## HOW TO COMPLETE THIS TASK
What is needed is an exact reproduction of the listing, without its pictures.

## RECORDS SHOWN
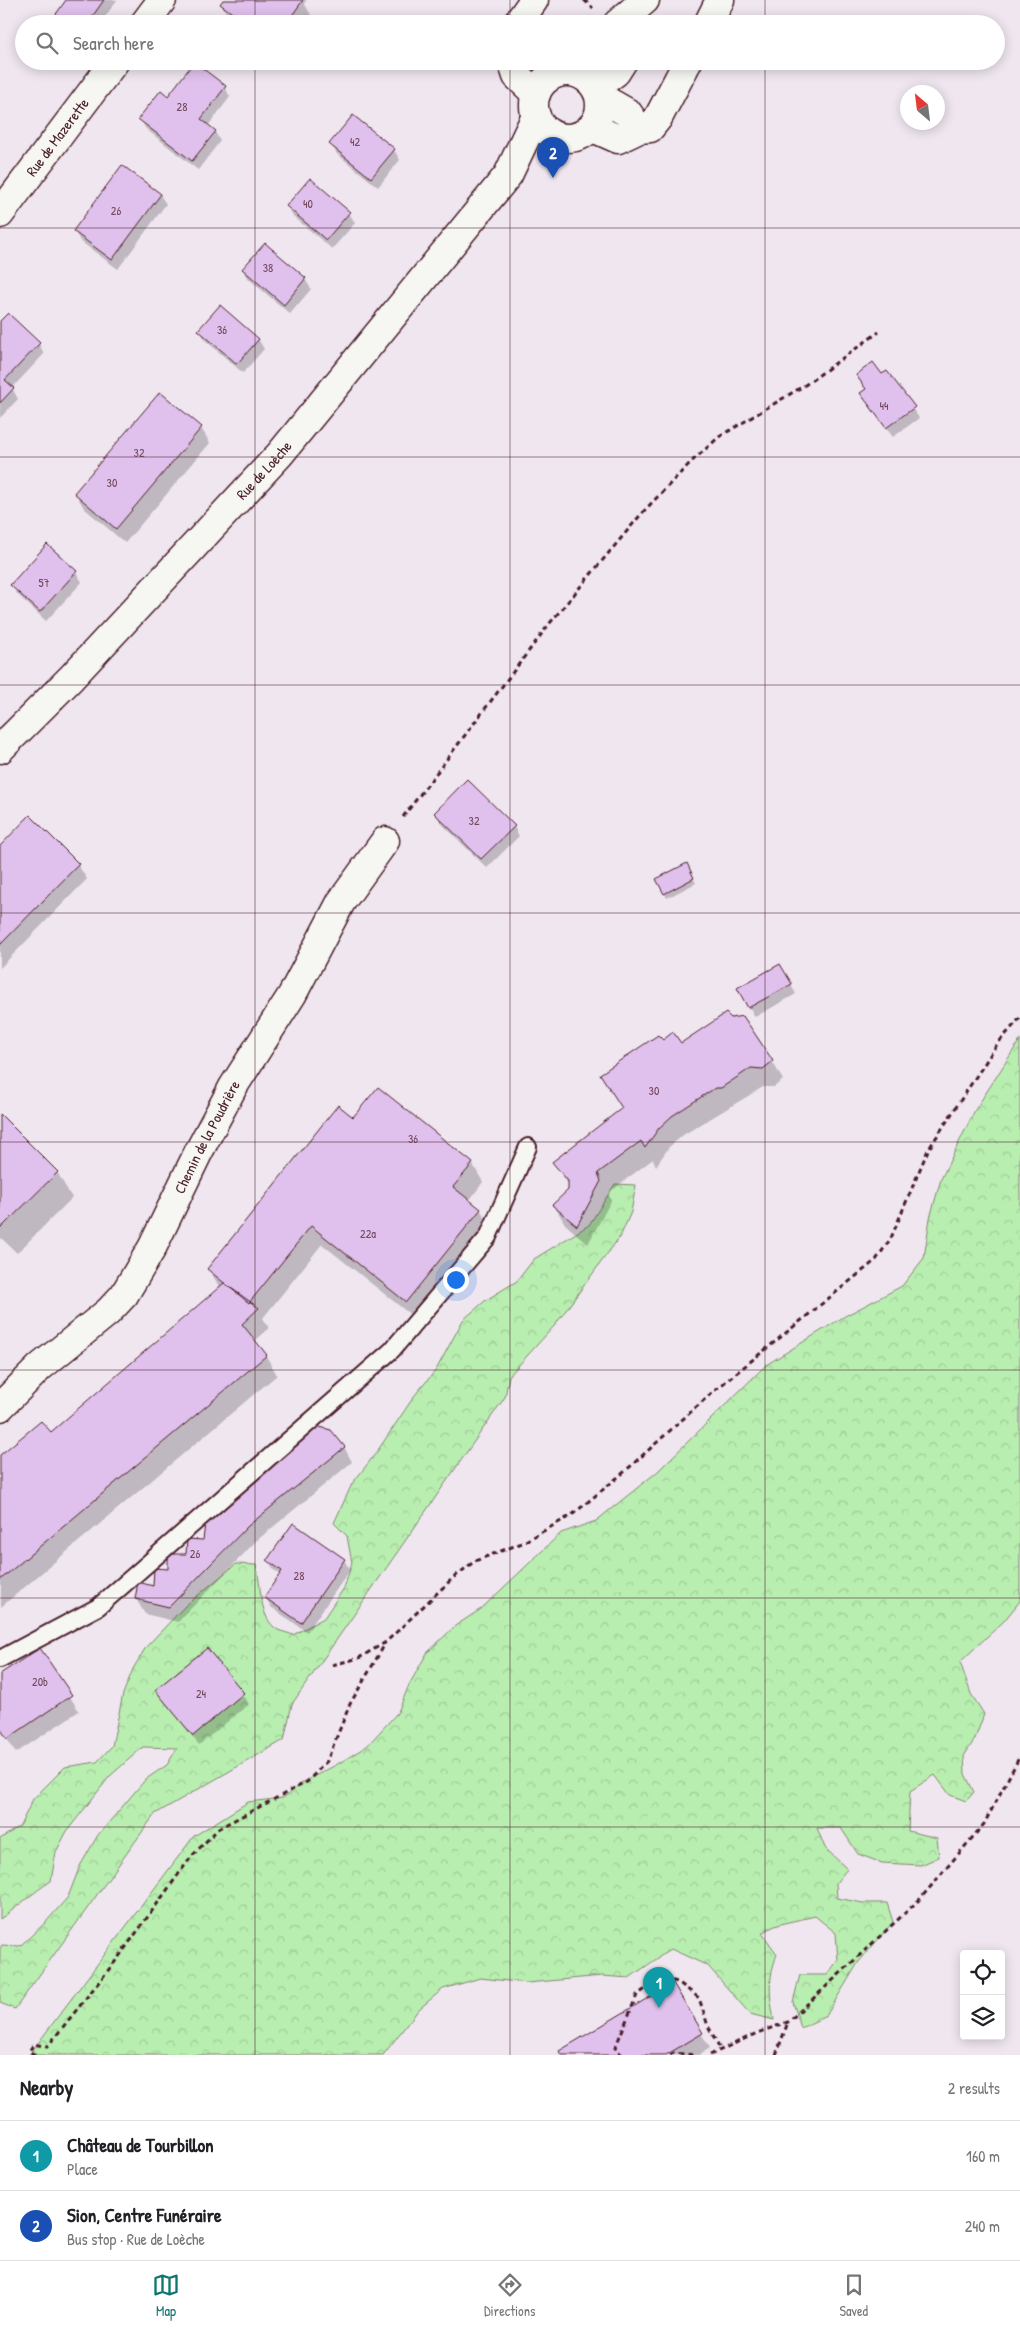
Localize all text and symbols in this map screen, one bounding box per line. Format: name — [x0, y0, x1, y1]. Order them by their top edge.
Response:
search box — [15, 15, 1005, 70]
icon: search — [33, 29, 61, 57]
text: Search here — [73, 30, 154, 56]
north arrow — [900, 85, 945, 130]
street label: Rue de Mazerette — [21, 94, 94, 180]
house number: 28 — [177, 98, 187, 115]
house number: 42 — [350, 133, 360, 150]
pin: 2 — [537, 137, 569, 178]
house number: 40 — [303, 195, 313, 212]
house number: 26 — [111, 202, 121, 219]
house number: 38 — [263, 259, 273, 276]
house number: 36 — [217, 321, 227, 338]
house number: 44 — [879, 397, 889, 414]
street label: Rue de Loèche — [231, 436, 297, 504]
house number: 32 — [134, 444, 145, 461]
house number: 30 — [107, 474, 117, 491]
house number: 57 — [38, 574, 50, 591]
house number: 32 — [469, 812, 480, 829]
street label: Chemin de la Poudrière — [169, 1076, 245, 1197]
house number: 30 — [649, 1082, 659, 1099]
house number: 36 — [408, 1130, 418, 1147]
house number: 22a — [360, 1225, 376, 1242]
your location — [443, 1267, 469, 1293]
house number: 26 — [190, 1545, 200, 1562]
house number: 28 — [294, 1567, 304, 1584]
house number: 20b — [32, 1673, 48, 1690]
house number: 24 — [196, 1685, 207, 1702]
map controls — [960, 1950, 1005, 2040]
button: locate — [960, 1950, 1005, 1995]
pin: 1 — [643, 1967, 675, 2008]
button: layers — [960, 1995, 1005, 2040]
text: Nearby — [20, 2073, 73, 2102]
text: 2 results — [948, 2077, 1000, 2099]
text: Château de Tourbillon — [67, 2132, 214, 2158]
text: 1 — [33, 2145, 39, 2167]
text: 160 m — [966, 2145, 1000, 2167]
text: Place — [67, 2158, 98, 2180]
text: Sion, Centre Funéraire — [67, 2202, 222, 2228]
text: 2 — [32, 2215, 40, 2237]
text: 240 m — [965, 2215, 1000, 2237]
text: Bus stop · Rue de Loèche — [67, 2228, 205, 2250]
tab: Map — [152, 2271, 180, 2320]
tab: Directions — [484, 2271, 535, 2320]
tab: Saved — [839, 2271, 868, 2320]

## EXERCISE SOLUTION
Localize all text and symbols in this map screen, one bounding box per line. Format: name — [x0, y0, x1, y1]. Order them by their top edge.
Response:
search box — [15, 15, 1005, 70]
icon: search — [33, 29, 61, 57]
text: Search here — [73, 30, 154, 56]
north arrow — [900, 85, 945, 130]
street label: Rue de Mazerette — [21, 94, 94, 180]
house number: 28 — [177, 98, 187, 115]
house number: 42 — [350, 133, 360, 150]
pin: 2 — [537, 137, 569, 178]
house number: 40 — [303, 195, 313, 212]
house number: 26 — [111, 202, 121, 219]
house number: 38 — [263, 259, 273, 276]
house number: 36 — [217, 321, 227, 338]
house number: 44 — [879, 397, 889, 414]
street label: Rue de Loèche — [231, 436, 297, 504]
house number: 32 — [134, 444, 145, 461]
house number: 30 — [107, 474, 117, 491]
house number: 57 — [38, 574, 50, 591]
house number: 32 — [469, 812, 480, 829]
street label: Chemin de la Poudrière — [169, 1076, 245, 1197]
house number: 30 — [649, 1082, 659, 1099]
house number: 36 — [408, 1130, 418, 1147]
house number: 22a — [360, 1225, 376, 1242]
your location — [443, 1267, 469, 1293]
house number: 26 — [190, 1545, 200, 1562]
house number: 28 — [294, 1567, 304, 1584]
house number: 20b — [32, 1673, 48, 1690]
house number: 24 — [196, 1685, 207, 1702]
map controls — [960, 1950, 1005, 2040]
button: locate — [960, 1950, 1005, 1995]
pin: 1 — [643, 1967, 675, 2008]
button: layers — [960, 1995, 1005, 2040]
text: Nearby — [20, 2073, 73, 2102]
text: 2 results — [948, 2077, 1000, 2099]
text: Château de Tourbillon — [67, 2132, 214, 2158]
text: 1 — [33, 2145, 39, 2167]
text: 160 m — [966, 2145, 1000, 2167]
text: Place — [67, 2158, 98, 2180]
text: Sion, Centre Funéraire — [67, 2202, 222, 2228]
text: 2 — [32, 2215, 40, 2237]
text: 240 m — [965, 2215, 1000, 2237]
text: Bus stop · Rue de Loèche — [67, 2228, 205, 2250]
tab: Map — [152, 2271, 180, 2320]
tab: Directions — [484, 2271, 535, 2320]
tab: Saved — [839, 2271, 868, 2320]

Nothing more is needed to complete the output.